Planning is the key ingredient to a successful business relocation. Just as your new office space must support your current and future business growth, so must your telephone system. An office relocation is a perfect opportunity to take a serious look at your telecommunications system and its effectiveness in meeting your needs and growth objectives.
The following are tips to help make moving your business telephone system as easy as possible for your business.
- Call your phone and Internet providers and check availability of services. Sometimes you may not be able to duplicate services (such as DSL) in a new location. Ask for lead times for installation. This usually will range from 2 to 12 weeks depending on the services you require. Make sure service orders get placed with enough lead time to allow for possible delays due to facilities problems. Document all service order numbers and contacts.
- Call your telephone system vendor to get a quote and make arrangements to move your telephone and voice mail system. They typically need two to three weeks advanced notice to schedule.
- Be sure the wiring you have installed at your new location is of the proper type and uses the proper connectors for phone (and for data if you are having this installed at the same time). Have your phone vendor verify that the telephone jacks are appropriate for the phones. Test all connections before moving your entire office to the new location.
- There are several options when it comes to message delivery. Beyond standard voice-mail, there is unified messaging, a feature that allows e-mail, voice mail and fax mail to be delivered to a single “mailbox” on each individual computer. Choosing which feature is best for your business depends on your company’s size and structure. It’s vital to make sure your customers can leave a message that will be returned promptly. Create a floor plan. Label it with the location of all telephones, fax machines, networked computers, printers, scanners, network copiers, time clocks, and any other network appliances. Pick a climate controlled and secure location for your servers and for the control unit of your telephone system. Label all staff locations so your vendor can place phones in the correct place.
- Contact your IT vendor – You will need to move your data network, and this may involve changing public IP addresses. Your IT vendor should look at cabling to make sure there are provisions for all your IT gear. If you have a VoIP phone system, then you’ll need the LAN in place before you can activate the phones.
- Determine how you’d like to handle telephone calls, faxes and e-mail during the move. If your move is local, you may be able to get dual service for a week. If the move is not local, you can set up forwarding on your main number and send calls to a voice mailbox or cell phone.
- If the move requires a telephone number change, decide how you want to handle the old numbers. Most phone companies will provide a reference of calls for one year. Contact your phone service provider to make sure that this is provided for all published numbers. Make sure your telephone number is correct on your Web site and any on-line listings. To avoid last-minute problems on the day of the move, make sure the telephone lines at the new location are working properly before you move your phone system. Most companies tend to not notify their telephone vendor and carrier until the last minute. This can cause major problems especially if you have a T/1/PRI or data circuit that needs to be moved. These circuits can take weeks to relocate and redesign, so you must notify your vendors early on in the relocation process to ensure a hassle-free move. Verify and check individual telephone numbers and their locations, especially for each fax, modem, and any other special devices you have on your system.

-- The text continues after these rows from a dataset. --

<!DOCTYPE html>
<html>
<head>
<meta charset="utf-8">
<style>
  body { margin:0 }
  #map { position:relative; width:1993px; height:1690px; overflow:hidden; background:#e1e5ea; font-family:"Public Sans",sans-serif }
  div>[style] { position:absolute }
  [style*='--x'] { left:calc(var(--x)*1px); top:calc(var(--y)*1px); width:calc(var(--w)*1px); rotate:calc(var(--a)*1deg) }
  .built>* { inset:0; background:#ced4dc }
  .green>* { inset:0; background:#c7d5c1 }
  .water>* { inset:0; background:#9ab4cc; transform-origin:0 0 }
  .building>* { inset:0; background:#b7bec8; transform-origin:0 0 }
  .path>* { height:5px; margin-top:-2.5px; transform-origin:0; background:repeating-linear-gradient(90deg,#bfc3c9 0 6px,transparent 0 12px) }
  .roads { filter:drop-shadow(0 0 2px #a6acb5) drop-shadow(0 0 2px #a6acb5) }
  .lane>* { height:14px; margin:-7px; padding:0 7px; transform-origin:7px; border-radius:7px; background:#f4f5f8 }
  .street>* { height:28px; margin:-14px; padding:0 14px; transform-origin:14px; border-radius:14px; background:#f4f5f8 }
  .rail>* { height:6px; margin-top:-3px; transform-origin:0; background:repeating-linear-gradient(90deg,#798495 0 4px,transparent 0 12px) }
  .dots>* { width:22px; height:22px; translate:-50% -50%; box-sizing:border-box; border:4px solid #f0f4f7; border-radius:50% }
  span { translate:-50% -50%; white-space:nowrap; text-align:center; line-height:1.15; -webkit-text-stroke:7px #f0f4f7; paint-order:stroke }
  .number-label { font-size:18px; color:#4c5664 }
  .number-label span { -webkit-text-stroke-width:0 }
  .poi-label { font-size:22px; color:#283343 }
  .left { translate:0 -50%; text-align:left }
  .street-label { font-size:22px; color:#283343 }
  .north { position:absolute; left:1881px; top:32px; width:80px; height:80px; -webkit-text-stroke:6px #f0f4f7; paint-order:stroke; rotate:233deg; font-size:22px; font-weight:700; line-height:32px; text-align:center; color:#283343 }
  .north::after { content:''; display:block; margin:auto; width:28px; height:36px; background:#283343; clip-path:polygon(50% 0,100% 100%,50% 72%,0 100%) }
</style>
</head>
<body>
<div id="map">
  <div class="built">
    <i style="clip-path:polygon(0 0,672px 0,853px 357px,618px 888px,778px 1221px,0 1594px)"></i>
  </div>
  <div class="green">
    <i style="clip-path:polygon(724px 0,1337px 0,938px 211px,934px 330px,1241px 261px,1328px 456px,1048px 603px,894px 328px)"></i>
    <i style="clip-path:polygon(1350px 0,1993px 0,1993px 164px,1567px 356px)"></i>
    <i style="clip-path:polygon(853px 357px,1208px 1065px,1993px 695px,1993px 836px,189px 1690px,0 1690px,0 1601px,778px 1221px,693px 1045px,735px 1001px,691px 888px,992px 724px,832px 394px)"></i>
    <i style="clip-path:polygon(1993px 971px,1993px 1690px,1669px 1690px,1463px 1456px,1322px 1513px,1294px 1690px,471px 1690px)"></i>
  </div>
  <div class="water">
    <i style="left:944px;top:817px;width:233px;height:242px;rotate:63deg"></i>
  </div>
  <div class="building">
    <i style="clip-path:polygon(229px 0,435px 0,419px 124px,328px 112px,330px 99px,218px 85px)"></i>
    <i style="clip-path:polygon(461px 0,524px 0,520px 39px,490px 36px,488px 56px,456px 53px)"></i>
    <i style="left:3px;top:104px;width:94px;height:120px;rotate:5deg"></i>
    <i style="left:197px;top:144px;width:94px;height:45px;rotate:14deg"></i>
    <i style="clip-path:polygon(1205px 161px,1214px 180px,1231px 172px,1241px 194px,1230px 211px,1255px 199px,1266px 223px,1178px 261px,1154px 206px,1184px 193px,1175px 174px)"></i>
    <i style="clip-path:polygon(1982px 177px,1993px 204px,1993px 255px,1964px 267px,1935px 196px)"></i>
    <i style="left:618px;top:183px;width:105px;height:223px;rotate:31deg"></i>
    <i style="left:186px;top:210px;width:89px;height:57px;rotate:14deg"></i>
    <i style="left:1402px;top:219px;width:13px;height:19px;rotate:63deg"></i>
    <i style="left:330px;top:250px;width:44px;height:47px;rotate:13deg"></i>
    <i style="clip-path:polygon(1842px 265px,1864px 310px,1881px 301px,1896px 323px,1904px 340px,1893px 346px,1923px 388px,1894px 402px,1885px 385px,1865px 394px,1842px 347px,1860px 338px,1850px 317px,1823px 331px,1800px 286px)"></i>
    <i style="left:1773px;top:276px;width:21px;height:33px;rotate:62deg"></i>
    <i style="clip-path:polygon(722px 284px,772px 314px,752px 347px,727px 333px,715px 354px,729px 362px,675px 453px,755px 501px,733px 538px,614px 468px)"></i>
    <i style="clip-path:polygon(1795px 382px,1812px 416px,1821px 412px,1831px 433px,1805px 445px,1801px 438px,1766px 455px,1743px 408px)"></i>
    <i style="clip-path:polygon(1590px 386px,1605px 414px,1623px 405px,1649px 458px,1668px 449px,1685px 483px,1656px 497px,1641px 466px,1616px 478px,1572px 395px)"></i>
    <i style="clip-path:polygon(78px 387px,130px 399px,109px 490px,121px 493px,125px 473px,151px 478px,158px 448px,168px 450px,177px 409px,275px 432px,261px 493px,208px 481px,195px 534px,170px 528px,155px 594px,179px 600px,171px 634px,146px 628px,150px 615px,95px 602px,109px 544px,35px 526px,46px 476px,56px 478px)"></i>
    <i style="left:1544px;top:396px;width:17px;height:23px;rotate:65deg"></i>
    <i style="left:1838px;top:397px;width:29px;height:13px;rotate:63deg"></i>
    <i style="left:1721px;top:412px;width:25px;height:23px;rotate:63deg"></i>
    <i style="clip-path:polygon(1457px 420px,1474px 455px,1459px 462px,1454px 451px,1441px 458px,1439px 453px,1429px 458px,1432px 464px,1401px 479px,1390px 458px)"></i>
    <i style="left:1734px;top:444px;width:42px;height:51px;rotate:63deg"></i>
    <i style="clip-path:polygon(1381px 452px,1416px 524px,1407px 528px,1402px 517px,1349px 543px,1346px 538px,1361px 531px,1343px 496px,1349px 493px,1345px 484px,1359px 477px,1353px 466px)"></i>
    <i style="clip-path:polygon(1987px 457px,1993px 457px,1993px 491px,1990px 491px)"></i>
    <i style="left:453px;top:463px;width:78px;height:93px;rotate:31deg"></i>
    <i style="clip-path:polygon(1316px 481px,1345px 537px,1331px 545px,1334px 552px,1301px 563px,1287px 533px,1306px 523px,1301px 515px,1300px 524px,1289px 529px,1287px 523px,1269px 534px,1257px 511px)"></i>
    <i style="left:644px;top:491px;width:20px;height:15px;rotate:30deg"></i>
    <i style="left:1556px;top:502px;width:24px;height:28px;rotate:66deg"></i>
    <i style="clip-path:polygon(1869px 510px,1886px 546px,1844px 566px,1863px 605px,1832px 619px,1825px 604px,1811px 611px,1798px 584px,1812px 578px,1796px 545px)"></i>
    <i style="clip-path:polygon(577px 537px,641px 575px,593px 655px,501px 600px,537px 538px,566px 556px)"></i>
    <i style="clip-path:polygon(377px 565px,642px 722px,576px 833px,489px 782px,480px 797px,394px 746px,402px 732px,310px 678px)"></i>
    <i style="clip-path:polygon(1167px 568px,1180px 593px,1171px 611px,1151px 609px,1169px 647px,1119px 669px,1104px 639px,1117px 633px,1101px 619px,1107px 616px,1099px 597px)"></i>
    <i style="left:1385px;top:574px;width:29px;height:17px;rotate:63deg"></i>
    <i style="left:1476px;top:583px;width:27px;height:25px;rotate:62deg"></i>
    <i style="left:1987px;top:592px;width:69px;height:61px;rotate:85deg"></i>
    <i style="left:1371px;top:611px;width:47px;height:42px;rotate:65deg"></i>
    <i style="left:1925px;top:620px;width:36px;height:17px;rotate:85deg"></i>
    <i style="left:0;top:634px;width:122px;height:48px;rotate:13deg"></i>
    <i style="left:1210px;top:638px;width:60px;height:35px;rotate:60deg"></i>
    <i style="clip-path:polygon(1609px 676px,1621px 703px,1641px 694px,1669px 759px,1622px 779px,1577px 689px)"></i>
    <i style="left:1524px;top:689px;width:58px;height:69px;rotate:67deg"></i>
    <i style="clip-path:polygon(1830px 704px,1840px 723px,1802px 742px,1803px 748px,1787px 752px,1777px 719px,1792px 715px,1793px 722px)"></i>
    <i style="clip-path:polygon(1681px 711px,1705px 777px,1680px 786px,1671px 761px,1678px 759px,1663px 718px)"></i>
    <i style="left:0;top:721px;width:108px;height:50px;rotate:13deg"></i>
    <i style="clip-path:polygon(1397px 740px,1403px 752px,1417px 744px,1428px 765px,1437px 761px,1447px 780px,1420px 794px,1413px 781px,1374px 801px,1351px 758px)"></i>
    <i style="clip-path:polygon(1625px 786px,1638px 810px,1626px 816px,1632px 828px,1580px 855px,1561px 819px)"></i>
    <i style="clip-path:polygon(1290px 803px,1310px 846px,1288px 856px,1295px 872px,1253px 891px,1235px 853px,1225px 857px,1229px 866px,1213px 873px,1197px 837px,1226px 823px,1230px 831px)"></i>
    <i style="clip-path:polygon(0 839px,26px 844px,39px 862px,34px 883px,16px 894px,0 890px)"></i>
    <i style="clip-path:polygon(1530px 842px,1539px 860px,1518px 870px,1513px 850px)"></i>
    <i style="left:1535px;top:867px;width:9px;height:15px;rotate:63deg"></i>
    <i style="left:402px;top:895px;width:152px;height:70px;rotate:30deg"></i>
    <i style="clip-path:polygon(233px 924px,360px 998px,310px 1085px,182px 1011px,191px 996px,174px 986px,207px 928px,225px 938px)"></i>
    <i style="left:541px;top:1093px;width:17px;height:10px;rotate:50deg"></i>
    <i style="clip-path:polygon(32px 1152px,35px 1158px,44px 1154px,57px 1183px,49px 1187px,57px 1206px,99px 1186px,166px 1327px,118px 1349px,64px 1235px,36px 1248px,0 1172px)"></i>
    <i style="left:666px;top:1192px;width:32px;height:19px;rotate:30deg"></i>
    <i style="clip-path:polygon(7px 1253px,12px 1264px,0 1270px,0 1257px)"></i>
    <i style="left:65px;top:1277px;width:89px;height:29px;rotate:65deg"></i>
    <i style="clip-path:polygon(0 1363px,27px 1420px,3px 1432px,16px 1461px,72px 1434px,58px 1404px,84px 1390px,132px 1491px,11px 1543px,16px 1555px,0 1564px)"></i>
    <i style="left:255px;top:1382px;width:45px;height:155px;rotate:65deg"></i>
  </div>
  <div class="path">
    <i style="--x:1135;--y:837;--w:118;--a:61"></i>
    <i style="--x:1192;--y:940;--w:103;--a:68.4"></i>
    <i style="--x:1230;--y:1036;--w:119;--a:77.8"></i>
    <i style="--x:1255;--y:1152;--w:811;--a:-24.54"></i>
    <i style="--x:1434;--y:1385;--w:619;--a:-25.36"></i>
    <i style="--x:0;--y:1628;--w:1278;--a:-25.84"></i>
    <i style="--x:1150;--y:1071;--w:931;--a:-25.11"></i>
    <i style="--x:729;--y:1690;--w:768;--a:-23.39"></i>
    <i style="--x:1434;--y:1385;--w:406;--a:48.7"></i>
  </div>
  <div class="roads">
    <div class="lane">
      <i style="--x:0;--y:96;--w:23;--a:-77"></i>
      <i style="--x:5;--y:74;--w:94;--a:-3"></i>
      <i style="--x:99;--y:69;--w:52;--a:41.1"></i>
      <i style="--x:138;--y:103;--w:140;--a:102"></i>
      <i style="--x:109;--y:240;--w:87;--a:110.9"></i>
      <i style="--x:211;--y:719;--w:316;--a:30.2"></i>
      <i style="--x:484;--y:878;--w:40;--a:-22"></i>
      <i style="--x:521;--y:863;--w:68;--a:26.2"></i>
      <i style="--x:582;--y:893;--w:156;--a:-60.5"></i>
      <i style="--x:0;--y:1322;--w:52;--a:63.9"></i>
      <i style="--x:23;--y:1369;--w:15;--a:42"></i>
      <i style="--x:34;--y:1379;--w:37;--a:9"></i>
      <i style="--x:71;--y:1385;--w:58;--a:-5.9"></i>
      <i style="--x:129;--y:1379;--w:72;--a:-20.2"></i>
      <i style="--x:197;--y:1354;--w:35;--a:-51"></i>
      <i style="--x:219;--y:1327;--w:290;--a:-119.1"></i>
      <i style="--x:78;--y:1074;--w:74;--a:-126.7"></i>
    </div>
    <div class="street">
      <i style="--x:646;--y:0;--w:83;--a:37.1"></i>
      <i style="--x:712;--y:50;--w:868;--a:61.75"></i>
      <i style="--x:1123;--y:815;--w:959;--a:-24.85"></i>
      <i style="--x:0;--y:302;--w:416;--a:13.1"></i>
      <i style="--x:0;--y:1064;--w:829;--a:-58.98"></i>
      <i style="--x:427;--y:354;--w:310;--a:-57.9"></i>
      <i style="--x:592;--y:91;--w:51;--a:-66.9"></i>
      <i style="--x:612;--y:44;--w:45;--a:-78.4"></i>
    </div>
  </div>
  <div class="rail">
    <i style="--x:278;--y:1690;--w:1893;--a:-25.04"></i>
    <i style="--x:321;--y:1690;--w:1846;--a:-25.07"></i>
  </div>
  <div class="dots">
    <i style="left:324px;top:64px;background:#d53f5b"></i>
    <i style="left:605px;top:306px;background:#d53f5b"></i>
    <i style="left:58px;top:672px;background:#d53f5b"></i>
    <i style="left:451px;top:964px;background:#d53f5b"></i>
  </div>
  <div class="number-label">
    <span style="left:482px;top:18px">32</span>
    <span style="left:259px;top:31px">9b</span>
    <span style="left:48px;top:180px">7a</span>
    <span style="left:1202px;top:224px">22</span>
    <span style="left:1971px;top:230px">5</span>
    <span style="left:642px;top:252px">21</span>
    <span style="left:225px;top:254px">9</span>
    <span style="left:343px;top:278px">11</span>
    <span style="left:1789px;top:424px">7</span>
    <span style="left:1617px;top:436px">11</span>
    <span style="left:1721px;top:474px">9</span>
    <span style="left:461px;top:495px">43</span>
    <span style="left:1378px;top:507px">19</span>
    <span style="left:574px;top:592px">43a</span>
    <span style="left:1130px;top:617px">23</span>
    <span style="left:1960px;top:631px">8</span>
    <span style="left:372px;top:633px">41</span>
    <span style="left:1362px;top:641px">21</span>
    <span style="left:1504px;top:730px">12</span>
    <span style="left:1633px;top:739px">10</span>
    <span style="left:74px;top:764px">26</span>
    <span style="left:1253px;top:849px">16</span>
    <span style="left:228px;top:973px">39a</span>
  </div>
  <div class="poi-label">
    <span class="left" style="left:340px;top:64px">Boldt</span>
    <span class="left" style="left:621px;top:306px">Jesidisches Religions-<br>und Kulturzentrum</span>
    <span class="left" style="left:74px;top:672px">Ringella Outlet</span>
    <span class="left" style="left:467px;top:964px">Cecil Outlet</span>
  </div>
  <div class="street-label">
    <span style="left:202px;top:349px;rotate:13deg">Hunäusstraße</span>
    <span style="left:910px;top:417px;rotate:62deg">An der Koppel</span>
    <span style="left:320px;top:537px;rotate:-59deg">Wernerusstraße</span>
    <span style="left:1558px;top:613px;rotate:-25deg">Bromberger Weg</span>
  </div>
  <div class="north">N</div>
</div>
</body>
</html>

- Be sure the wiring you have installed at your new location is of the proper type and uses the proper connectors for phone. The same holds true for data if you are having this installed at the same time. Have your phone vendor verify that the telephone jacks are appropriate for the phones. Test all connections before moving your entire office to the new location.
Moving a business is a difficult chore, but if you plan ahead, organize, and get your vendors on board, the disruption can be minimized.